YOUR ASSIGNMENT: Filter the material below so that only lines containing "setLineDash" remain.

GIVEN ENTRIES:
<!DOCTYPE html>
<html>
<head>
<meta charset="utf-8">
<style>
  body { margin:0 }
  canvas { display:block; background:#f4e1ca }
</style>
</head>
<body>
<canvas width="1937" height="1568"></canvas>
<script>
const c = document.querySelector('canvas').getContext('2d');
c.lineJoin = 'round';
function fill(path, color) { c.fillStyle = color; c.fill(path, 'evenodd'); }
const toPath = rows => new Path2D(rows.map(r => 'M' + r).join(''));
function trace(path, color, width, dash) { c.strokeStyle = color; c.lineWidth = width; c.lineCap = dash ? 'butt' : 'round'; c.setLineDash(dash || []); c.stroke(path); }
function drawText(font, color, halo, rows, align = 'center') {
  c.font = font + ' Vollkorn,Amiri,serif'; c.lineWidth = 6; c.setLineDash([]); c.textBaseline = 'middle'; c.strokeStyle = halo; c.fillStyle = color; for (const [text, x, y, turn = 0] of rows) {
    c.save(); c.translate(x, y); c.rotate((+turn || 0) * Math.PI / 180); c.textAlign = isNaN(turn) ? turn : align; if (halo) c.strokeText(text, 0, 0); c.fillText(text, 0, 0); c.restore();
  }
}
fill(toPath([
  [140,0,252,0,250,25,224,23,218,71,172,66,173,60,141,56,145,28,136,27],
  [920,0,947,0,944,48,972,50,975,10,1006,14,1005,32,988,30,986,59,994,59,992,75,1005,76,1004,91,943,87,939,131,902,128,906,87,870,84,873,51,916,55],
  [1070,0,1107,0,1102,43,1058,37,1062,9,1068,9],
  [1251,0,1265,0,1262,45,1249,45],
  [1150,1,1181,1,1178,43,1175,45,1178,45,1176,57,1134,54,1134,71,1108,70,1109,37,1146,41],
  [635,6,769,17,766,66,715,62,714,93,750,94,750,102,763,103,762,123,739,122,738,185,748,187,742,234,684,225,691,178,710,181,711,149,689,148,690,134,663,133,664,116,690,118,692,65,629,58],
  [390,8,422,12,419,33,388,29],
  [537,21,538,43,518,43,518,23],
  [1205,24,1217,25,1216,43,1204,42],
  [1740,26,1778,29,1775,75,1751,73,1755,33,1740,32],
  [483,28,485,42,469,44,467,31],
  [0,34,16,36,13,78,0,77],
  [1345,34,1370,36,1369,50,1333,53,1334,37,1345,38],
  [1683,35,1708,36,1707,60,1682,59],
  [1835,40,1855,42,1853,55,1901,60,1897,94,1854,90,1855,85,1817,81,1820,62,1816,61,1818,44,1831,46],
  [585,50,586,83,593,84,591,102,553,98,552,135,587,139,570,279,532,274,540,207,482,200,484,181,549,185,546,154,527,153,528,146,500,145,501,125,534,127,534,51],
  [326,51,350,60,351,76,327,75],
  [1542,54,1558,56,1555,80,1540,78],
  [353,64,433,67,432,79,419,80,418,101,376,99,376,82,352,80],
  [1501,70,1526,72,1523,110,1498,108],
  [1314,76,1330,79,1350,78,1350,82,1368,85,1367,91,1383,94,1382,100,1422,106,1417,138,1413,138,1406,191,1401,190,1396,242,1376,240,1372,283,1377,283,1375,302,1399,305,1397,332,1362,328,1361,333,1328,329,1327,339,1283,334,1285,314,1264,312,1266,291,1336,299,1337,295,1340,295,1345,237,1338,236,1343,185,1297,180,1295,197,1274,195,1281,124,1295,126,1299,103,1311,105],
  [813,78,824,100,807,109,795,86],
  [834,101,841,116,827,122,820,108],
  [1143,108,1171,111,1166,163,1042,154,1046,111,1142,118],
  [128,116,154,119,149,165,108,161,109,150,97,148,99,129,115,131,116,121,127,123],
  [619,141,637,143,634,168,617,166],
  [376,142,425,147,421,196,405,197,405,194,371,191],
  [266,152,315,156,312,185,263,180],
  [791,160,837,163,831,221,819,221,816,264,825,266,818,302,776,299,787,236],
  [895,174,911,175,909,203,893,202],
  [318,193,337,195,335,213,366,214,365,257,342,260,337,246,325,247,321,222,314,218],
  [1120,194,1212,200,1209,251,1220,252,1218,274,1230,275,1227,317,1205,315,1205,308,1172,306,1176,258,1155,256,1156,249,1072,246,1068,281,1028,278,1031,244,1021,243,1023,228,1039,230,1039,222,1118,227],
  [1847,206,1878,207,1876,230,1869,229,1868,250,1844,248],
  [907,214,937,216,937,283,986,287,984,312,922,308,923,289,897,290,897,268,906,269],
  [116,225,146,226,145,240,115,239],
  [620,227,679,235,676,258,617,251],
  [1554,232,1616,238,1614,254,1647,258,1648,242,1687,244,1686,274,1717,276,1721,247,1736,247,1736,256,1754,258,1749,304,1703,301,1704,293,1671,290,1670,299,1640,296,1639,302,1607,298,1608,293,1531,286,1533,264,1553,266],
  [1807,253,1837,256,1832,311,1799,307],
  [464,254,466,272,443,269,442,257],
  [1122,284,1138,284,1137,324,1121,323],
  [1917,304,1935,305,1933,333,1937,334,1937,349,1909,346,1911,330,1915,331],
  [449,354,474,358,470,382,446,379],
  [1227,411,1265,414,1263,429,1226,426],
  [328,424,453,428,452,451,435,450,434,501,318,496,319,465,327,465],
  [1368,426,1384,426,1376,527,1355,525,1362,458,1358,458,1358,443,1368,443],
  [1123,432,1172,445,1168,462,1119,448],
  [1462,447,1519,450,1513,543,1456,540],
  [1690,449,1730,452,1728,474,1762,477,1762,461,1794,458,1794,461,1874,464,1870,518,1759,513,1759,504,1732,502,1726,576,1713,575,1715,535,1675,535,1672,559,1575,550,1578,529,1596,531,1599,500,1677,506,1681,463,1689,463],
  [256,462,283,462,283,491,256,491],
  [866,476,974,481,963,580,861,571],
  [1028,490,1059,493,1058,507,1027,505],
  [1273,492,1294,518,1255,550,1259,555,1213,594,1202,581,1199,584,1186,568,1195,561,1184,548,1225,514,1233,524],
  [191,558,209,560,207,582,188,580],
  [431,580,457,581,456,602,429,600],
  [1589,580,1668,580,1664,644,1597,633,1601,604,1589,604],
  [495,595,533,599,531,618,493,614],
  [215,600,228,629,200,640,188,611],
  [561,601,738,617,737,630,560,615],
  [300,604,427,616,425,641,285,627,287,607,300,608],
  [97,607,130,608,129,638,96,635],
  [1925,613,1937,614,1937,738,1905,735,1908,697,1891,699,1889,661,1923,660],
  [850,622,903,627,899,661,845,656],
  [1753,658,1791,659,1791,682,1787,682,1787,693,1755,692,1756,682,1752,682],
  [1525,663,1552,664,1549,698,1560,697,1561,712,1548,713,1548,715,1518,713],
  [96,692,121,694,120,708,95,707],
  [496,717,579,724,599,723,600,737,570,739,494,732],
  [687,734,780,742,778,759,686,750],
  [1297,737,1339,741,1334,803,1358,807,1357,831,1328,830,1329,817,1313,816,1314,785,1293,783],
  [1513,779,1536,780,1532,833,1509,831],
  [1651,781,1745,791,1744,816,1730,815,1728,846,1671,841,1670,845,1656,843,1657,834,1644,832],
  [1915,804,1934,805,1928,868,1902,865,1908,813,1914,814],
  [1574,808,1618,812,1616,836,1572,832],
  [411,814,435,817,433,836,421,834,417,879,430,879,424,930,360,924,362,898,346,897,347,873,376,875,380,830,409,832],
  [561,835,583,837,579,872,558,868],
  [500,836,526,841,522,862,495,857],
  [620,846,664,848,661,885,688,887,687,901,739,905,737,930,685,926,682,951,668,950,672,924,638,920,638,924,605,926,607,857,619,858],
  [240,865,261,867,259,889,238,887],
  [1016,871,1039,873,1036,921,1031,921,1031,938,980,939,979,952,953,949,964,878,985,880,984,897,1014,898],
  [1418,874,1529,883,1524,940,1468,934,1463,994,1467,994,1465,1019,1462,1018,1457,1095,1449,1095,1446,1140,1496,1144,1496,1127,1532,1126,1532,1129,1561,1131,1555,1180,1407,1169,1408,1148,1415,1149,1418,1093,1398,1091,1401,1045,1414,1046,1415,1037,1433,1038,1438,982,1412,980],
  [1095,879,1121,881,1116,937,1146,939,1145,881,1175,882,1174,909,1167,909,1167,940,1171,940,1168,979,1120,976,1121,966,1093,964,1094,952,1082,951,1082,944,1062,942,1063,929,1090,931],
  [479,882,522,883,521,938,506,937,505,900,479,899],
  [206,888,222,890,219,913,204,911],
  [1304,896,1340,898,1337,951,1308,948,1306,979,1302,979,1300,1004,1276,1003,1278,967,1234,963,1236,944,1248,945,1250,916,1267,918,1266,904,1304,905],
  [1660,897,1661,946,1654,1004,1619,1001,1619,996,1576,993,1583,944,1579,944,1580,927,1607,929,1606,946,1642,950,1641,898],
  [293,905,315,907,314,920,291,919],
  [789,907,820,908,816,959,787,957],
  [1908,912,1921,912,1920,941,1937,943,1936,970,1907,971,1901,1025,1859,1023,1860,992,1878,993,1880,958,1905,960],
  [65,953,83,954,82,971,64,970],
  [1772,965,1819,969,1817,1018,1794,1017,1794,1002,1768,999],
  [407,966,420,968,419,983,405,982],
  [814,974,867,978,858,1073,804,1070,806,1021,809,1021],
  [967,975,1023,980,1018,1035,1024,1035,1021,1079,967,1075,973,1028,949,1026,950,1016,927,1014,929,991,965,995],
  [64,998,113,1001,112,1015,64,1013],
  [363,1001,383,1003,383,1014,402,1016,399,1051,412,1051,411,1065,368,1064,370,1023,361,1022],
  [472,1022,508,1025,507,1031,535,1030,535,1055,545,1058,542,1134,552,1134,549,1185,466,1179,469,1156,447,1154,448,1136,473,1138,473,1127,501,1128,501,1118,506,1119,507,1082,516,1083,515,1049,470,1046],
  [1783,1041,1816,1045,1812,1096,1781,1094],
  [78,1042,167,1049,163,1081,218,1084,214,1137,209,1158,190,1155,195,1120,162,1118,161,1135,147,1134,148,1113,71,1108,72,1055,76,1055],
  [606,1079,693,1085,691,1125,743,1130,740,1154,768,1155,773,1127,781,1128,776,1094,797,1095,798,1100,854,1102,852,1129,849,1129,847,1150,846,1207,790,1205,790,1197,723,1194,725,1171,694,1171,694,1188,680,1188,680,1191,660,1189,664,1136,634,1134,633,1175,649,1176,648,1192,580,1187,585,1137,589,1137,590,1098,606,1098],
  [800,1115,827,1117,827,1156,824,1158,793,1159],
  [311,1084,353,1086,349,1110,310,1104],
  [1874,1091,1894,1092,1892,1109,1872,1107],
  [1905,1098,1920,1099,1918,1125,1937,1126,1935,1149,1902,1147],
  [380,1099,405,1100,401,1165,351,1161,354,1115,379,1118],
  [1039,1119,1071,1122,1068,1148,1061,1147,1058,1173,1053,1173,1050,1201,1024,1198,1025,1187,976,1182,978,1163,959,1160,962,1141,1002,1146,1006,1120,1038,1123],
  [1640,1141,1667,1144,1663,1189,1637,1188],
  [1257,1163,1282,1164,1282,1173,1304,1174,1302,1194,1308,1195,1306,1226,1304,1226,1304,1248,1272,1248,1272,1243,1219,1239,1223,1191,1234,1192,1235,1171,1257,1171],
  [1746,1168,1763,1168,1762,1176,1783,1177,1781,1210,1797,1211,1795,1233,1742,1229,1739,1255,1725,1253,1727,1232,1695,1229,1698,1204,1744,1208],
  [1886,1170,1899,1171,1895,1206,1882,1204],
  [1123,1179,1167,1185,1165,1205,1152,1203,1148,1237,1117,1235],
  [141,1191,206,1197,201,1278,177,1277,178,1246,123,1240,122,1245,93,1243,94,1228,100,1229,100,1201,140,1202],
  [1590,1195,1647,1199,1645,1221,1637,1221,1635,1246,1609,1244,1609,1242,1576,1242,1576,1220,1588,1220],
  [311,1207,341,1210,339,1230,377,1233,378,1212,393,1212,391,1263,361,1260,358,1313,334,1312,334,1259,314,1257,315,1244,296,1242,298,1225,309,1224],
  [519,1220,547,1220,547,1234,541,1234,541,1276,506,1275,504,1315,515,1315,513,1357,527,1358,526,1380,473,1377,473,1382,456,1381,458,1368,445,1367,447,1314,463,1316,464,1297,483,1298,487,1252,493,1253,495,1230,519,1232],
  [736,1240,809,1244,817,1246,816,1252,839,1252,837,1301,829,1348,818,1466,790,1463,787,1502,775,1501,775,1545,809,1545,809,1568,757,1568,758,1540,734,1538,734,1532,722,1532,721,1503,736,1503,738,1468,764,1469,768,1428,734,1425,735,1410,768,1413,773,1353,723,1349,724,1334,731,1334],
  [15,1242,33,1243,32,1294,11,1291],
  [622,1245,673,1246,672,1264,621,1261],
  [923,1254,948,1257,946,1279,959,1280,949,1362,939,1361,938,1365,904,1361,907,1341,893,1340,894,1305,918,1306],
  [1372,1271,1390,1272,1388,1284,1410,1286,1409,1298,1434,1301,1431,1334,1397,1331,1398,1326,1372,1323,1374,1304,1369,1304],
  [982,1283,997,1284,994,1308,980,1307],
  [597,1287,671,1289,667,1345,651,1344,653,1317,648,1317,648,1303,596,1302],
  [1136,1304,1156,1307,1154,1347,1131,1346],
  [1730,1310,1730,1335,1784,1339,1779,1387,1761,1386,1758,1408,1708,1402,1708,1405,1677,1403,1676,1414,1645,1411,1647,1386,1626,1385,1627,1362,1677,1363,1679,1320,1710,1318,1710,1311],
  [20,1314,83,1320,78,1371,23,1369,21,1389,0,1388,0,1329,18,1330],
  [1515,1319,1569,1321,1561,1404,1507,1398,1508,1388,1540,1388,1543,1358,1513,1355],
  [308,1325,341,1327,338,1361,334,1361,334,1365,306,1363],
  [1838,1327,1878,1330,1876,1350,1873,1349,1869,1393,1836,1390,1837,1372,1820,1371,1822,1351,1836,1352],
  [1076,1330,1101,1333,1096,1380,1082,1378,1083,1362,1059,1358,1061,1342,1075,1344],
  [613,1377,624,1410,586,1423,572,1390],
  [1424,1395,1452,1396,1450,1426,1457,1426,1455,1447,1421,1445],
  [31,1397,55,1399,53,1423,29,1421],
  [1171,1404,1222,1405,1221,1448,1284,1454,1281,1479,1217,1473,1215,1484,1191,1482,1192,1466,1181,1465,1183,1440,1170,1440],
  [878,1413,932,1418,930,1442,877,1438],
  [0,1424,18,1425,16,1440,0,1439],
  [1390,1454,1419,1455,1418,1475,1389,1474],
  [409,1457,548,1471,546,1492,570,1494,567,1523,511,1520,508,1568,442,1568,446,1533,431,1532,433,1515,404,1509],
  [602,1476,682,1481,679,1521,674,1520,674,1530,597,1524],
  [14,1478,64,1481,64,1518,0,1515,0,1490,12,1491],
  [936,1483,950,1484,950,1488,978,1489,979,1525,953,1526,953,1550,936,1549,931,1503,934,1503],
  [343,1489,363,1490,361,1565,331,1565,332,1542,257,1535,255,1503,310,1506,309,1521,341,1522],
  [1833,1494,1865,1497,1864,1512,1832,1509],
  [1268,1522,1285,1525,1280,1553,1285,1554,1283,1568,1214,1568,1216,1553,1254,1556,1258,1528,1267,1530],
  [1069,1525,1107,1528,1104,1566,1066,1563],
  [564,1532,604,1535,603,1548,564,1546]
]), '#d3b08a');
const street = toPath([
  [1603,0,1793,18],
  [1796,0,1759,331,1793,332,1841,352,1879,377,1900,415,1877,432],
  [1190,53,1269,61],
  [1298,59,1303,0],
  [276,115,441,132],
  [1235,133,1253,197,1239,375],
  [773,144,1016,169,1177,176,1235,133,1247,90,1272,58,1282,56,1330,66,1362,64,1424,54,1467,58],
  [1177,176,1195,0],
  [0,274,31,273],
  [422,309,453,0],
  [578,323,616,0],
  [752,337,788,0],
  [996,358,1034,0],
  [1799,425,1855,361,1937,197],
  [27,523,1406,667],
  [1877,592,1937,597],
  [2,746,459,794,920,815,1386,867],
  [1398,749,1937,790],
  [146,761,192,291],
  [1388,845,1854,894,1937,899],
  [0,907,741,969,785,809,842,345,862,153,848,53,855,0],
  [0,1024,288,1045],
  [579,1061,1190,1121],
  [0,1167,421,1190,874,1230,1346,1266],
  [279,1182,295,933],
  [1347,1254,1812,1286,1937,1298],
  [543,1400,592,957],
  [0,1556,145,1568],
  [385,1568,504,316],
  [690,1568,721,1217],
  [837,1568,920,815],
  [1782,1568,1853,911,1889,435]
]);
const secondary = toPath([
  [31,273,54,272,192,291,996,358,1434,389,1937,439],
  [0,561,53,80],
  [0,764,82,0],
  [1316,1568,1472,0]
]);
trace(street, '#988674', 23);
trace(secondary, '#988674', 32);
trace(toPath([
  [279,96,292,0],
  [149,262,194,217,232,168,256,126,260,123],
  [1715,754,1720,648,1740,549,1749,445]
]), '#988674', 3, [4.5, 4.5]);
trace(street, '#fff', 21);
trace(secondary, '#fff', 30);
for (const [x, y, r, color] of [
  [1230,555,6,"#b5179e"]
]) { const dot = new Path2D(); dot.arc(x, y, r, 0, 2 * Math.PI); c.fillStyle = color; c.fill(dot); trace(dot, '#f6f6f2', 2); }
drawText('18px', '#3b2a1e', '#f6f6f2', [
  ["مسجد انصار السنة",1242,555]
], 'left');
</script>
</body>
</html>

RESULT OF THIS EXERCISE:
function trace(path, color, width, dash) { c.strokeStyle = color; c.lineWidth = width; c.lineCap = dash ? 'butt' : 'round'; c.setLineDash(dash || []); c.stroke(path); }
  c.font = font + ' Vollkorn,Amiri,serif'; c.lineWidth = 6; c.setLineDash([]); c.textBaseline = 'middle'; c.strokeStyle = halo; c.fillStyle = color; for (const [text, x, y, turn = 0] of rows) {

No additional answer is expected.